** TASK DESCRIPTION **
An exact copy of the entries is needed, with every line included.

** Saved data entries **
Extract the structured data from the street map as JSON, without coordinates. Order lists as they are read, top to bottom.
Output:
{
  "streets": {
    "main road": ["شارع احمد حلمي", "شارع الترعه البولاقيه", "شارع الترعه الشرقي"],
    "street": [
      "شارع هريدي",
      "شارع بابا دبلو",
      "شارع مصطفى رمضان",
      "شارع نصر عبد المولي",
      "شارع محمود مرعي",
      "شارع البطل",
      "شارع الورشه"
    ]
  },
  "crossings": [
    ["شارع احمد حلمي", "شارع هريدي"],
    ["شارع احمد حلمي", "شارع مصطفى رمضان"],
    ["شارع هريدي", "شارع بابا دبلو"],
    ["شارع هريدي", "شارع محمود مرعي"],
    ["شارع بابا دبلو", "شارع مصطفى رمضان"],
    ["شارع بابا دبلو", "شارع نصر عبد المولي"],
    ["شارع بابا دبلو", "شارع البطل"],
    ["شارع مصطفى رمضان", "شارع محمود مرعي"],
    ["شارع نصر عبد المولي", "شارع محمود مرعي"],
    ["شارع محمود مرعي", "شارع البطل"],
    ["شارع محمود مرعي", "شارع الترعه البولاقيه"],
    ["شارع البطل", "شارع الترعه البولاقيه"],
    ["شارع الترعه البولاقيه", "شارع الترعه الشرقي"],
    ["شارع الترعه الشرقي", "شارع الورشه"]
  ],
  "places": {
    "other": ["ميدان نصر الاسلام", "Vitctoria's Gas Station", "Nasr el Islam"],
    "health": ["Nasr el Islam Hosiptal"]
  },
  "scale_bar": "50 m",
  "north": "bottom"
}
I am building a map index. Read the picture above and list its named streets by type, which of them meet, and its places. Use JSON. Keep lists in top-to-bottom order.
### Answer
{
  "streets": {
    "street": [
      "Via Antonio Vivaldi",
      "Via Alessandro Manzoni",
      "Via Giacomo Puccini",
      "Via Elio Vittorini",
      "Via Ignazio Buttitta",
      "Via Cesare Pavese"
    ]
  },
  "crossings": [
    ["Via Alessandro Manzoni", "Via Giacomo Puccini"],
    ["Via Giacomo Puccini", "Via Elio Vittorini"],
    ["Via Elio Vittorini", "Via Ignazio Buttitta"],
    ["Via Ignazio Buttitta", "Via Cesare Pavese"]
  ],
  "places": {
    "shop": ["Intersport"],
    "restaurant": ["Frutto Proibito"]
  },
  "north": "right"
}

** RESPONSE TO THIS TASK **
Extract the structured data from the street map as JSON, without coordinates. Order lists as they are read, top to bottom.
Output:
{
  "streets": {
    "main road": ["شارع احمد حلمي", "شارع الترعه البولاقيه", "شارع الترعه الشرقي"],
    "street": [
      "شارع هريدي",
      "شارع بابا دبلو",
      "شارع مصطفى رمضان",
      "شارع نصر عبد المولي",
      "شارع محمود مرعي",
      "شارع البطل",
      "شارع الورشه"
    ]
  },
  "crossings": [
    ["شارع احمد حلمي", "شارع هريدي"],
    ["شارع احمد حلمي", "شارع مصطفى رمضان"],
    ["شارع هريدي", "شارع بابا دبلو"],
    ["شارع هريدي", "شارع محمود مرعي"],
    ["شارع بابا دبلو", "شارع مصطفى رمضان"],
    ["شارع بابا دبلو", "شارع نصر عبد المولي"],
    ["شارع بابا دبلو", "شارع البطل"],
    ["شارع مصطفى رمضان", "شارع محمود مرعي"],
    ["شارع نصر عبد المولي", "شارع محمود مرعي"],
    ["شارع محمود مرعي", "شارع البطل"],
    ["شارع محمود مرعي", "شارع الترعه البولاقيه"],
    ["شارع البطل", "شارع الترعه البولاقيه"],
    ["شارع الترعه البولاقيه", "شارع الترعه الشرقي"],
    ["شارع الترعه الشرقي", "شارع الورشه"]
  ],
  "places": {
    "other": ["ميدان نصر الاسلام", "Vitctoria's Gas Station", "Nasr el Islam"],
    "health": ["Nasr el Islam Hosiptal"]
  },
  "scale_bar": "50 m",
  "north": "bottom"
}
I am building a map index. Read the picture above and list its named streets by type, which of them meet, and its places. Use JSON. Keep lists in top-to-bottom order.
### Answer
{
  "streets": {
    "street": [
      "Via Antonio Vivaldi",
      "Via Alessandro Manzoni",
      "Via Giacomo Puccini",
      "Via Elio Vittorini",
      "Via Ignazio Buttitta",
      "Via Cesare Pavese"
    ]
  },
  "crossings": [
    ["Via Alessandro Manzoni", "Via Giacomo Puccini"],
    ["Via Giacomo Puccini", "Via Elio Vittorini"],
    ["Via Elio Vittorini", "Via Ignazio Buttitta"],
    ["Via Ignazio Buttitta", "Via Cesare Pavese"]
  ],
  "places": {
    "shop": ["Intersport"],
    "restaurant": ["Frutto Proibito"]
  },
  "north": "right"
}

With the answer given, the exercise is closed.